In 1992, while driving a motorcycle on his way to his Army base in North Carolina, Goodhart collided with a car on a two-lane highway.
“After the crash, my body flew over the car but I landed on my legs and shattered them,” he says. “For a year I was in and out of the hospital with more than eight surgeries on my legs.”
The Army gave Goodhart a desk job as he went through physical therapy. In 1994, he resumed his job and recovered well enough to return to jumping out of airplanes, serving in both Afghanistan and Operation Bright Star in Egypt.
“Most people would have quit and given up,” says Goodhart, who also suffers from post traumatic stress disorder.
After returning to Rhode Island, Goodhart landed a job at the U.S. postal service in Pawtucket, where he worked for two decades. He also used his G.I. benefits to obtain his associate’s degree at Community College of Rhode Island, before entering RIC in 2001 as a physical education major. In 2003 he left RIC and wouldn’t return again until 2019, when he decided to major in liberal arts, with a concentration in science.
“I decided to come back to RIC because I wanted to finish my education,” he says. “If I don’t finish, how can I tell my kids to go to school?’’
Goodhart also decided to pursue another passion – coaching.
“My first job as a wrestling coach was at a middle school in Lincoln,” he says. “Later, a friend told me about an opening for wrestling coach at my high school in Central Falls. I took that position, which led to also coaching football and baseball. I coached those three sports at the school for 10 years.”
“Through coaching, Brian has found his moment, and he’s really into it,” says his older brother, Andy Goodhart. “He’s always loved to work with kids.”
The Goodhart brothers – who along with their half-brother, Jay Gagne, are members of the Central Falls Sports Hall of Fame – run a nonprofit in Pawtucket to help train young women to play fast pitch softball.
“It’s all about the kids and conducting clinics for them to learn the basic skills,” Brian Goodhart says. “It’s important to me because I’ve been doing athletic-related activities since I was a five-year-old.”
With the knowledge he’s obtained through film courses at RIC, Goodhart says he’d like to produce videos of the practices and workout regiments of budding college athletes.
“In today’s sports world, athletes are being asked to submit videos to colleges to land sports scholarships,” he says.
Perhaps one of those athletes will be one of Goodhart’s three young daughters, ages 15, 13 and nine, who are all active in softball.
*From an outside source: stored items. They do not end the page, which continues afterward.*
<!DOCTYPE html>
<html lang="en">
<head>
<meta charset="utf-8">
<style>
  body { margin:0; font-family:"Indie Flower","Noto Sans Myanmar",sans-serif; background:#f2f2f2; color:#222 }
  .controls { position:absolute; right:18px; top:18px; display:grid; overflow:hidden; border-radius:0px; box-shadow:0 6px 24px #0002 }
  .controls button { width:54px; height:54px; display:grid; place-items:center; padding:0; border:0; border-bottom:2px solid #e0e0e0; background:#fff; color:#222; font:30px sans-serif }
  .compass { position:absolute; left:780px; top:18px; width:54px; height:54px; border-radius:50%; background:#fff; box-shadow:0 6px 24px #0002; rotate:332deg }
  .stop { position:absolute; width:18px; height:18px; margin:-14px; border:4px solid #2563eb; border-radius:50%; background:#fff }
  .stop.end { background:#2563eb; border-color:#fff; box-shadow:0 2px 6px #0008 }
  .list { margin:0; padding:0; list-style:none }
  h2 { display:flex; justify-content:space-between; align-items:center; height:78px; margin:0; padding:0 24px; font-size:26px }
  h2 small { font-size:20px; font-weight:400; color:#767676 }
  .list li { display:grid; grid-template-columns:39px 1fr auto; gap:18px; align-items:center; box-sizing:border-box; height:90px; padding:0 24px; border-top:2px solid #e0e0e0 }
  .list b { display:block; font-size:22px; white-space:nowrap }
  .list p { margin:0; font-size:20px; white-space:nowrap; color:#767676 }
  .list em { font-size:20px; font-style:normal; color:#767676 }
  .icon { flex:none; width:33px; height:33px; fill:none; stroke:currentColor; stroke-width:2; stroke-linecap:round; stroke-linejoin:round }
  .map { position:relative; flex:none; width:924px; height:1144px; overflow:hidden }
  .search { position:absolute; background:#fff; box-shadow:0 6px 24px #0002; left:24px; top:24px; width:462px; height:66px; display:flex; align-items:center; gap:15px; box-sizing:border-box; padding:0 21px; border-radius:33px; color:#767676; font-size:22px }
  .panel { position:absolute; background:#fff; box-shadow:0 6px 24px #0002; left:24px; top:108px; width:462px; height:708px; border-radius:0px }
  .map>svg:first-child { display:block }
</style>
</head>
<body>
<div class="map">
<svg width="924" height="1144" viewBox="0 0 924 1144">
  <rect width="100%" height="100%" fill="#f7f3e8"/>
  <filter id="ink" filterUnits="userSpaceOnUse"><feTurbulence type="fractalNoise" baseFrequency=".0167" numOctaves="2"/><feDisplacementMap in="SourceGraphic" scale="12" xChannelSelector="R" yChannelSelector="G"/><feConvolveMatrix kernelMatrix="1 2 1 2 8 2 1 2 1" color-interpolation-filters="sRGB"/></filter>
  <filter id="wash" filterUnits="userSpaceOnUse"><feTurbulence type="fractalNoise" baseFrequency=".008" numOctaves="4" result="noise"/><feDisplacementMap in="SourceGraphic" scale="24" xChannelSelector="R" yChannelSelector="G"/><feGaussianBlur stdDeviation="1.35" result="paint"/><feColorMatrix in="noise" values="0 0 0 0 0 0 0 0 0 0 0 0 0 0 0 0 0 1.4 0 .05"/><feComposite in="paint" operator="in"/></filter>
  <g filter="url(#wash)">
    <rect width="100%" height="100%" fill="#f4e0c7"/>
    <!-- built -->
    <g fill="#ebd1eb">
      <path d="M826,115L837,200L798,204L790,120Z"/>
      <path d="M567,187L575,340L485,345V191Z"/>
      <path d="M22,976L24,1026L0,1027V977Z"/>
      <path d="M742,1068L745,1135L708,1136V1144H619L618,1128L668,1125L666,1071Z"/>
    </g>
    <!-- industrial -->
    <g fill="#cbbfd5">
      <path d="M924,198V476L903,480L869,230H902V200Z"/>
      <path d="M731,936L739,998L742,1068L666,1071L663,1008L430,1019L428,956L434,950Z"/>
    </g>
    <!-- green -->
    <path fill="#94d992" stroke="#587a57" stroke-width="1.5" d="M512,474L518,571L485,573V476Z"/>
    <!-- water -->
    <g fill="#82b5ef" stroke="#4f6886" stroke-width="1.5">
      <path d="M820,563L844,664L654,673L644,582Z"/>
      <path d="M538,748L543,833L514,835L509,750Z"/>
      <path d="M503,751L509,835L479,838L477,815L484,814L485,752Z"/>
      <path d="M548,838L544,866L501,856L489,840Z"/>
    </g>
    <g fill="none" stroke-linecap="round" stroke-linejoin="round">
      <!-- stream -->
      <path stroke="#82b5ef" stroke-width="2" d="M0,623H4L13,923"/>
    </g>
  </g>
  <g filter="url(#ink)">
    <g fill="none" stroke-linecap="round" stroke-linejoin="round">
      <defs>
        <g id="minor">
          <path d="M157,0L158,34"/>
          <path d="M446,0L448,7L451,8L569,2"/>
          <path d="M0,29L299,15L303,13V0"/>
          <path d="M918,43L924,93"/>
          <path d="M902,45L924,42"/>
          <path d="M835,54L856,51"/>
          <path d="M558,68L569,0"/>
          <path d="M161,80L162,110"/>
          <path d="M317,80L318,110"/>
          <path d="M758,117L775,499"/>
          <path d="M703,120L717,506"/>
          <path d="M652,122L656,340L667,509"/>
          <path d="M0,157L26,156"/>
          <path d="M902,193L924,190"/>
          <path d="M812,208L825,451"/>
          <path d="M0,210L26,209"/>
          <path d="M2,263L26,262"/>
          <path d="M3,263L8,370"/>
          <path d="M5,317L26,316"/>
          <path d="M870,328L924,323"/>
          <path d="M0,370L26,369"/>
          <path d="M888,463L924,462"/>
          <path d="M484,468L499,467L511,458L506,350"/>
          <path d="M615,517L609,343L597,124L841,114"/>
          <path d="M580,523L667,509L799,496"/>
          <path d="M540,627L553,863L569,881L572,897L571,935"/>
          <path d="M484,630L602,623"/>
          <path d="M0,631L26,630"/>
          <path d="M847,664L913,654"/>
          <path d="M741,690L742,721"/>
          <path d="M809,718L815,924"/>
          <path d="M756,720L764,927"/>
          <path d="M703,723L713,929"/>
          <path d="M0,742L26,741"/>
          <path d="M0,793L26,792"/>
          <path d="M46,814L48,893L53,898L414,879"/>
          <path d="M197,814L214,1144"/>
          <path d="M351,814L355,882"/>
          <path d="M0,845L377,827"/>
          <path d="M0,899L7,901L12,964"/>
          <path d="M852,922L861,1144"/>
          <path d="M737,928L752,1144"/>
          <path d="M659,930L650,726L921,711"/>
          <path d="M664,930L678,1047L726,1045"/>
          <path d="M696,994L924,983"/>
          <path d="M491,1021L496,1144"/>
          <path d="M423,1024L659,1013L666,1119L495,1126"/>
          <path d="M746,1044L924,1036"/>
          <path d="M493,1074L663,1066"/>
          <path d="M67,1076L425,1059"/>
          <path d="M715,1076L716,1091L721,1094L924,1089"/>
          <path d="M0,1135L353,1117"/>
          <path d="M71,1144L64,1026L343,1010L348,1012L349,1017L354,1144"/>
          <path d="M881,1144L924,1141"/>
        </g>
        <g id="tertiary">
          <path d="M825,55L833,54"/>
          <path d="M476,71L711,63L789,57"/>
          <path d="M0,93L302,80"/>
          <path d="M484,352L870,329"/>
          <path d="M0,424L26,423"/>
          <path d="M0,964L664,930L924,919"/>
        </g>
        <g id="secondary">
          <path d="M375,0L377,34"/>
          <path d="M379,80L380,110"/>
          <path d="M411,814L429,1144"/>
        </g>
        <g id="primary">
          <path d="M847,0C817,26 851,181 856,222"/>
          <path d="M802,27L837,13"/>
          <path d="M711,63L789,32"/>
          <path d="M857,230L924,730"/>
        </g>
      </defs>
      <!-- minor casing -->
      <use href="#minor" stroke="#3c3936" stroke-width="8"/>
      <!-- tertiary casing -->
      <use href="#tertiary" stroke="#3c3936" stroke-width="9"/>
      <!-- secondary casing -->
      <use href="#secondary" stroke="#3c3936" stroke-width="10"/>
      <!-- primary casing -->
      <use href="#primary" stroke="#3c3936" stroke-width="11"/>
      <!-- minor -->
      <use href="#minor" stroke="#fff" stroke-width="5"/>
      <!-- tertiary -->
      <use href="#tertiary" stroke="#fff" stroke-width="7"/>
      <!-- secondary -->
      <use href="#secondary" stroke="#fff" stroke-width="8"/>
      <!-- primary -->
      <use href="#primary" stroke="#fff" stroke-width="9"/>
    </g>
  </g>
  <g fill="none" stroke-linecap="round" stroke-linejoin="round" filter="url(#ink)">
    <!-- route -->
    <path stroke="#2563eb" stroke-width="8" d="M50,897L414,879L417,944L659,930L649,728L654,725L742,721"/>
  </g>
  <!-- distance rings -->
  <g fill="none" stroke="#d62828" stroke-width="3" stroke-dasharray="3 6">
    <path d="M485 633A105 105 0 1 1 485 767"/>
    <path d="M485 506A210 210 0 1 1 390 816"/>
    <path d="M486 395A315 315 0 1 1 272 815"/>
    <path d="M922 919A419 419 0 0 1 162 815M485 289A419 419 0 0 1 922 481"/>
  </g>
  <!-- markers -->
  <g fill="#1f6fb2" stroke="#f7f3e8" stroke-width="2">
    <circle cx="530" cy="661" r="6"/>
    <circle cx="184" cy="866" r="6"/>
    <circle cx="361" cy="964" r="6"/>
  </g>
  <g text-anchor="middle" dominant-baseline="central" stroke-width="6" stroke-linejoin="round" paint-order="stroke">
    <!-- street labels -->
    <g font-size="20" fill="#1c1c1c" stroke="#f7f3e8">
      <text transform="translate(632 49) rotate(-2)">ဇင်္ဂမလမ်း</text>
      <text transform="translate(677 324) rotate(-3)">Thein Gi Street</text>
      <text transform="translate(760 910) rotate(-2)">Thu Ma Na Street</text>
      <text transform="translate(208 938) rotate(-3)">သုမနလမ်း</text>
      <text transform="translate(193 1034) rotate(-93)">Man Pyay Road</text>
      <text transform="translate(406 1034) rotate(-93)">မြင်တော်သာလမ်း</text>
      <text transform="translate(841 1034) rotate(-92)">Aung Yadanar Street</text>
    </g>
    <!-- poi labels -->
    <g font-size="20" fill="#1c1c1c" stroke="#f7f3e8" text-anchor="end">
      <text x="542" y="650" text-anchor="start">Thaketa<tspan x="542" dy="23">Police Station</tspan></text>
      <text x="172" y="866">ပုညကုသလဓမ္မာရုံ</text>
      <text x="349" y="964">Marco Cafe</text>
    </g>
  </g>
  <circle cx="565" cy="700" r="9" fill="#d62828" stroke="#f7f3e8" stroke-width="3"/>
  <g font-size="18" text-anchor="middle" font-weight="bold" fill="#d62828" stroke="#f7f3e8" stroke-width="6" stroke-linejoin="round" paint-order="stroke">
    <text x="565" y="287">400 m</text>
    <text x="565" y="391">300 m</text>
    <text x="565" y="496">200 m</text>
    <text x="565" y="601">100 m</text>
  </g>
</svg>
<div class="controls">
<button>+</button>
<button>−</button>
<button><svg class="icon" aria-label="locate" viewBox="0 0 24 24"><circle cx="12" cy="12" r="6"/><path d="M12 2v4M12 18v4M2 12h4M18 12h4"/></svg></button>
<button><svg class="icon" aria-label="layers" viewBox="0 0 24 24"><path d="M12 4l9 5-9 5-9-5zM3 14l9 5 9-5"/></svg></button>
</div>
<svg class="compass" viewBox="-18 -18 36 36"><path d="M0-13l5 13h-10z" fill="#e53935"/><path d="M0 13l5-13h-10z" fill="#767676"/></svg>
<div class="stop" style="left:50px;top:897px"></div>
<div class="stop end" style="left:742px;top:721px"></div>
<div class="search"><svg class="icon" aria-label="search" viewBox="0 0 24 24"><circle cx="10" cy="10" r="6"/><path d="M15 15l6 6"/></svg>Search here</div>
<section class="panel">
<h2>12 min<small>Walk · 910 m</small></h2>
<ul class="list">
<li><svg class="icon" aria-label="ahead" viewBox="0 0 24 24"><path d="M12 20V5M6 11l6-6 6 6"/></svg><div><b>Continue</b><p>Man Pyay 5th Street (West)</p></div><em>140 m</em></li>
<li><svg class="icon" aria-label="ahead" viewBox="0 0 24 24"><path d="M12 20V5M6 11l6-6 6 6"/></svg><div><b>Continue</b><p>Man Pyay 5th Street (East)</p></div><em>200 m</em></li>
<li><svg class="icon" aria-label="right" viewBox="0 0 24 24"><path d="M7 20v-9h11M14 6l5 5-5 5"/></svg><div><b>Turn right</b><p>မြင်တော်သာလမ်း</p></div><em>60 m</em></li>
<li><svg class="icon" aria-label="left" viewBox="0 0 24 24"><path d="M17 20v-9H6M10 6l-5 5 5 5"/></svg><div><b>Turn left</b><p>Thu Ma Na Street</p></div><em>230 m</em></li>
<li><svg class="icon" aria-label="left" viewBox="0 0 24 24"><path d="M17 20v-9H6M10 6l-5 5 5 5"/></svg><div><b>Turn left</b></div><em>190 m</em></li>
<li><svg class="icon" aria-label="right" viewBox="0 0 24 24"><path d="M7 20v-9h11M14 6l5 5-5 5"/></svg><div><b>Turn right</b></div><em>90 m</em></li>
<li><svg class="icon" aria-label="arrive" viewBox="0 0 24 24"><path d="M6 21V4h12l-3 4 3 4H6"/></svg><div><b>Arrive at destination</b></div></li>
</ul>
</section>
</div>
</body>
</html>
Goodhart also has a 24-year-daughter, who is an Air Force veteran and the mother of his first grandchild.
Lisa Levasseur, interim assistant director for veteran affairs and military programs in RIC’s Military Resource Center, says she met Goodhart and his daughters briefly in 2021.
“From the moment I met Brian I knew right away that he was committed to being a successful student while juggling the extraordinary job of parenthood,” Levasseur says. “He exudes the characteristics of being a goal-oriented, mission-driven and experienced leader.”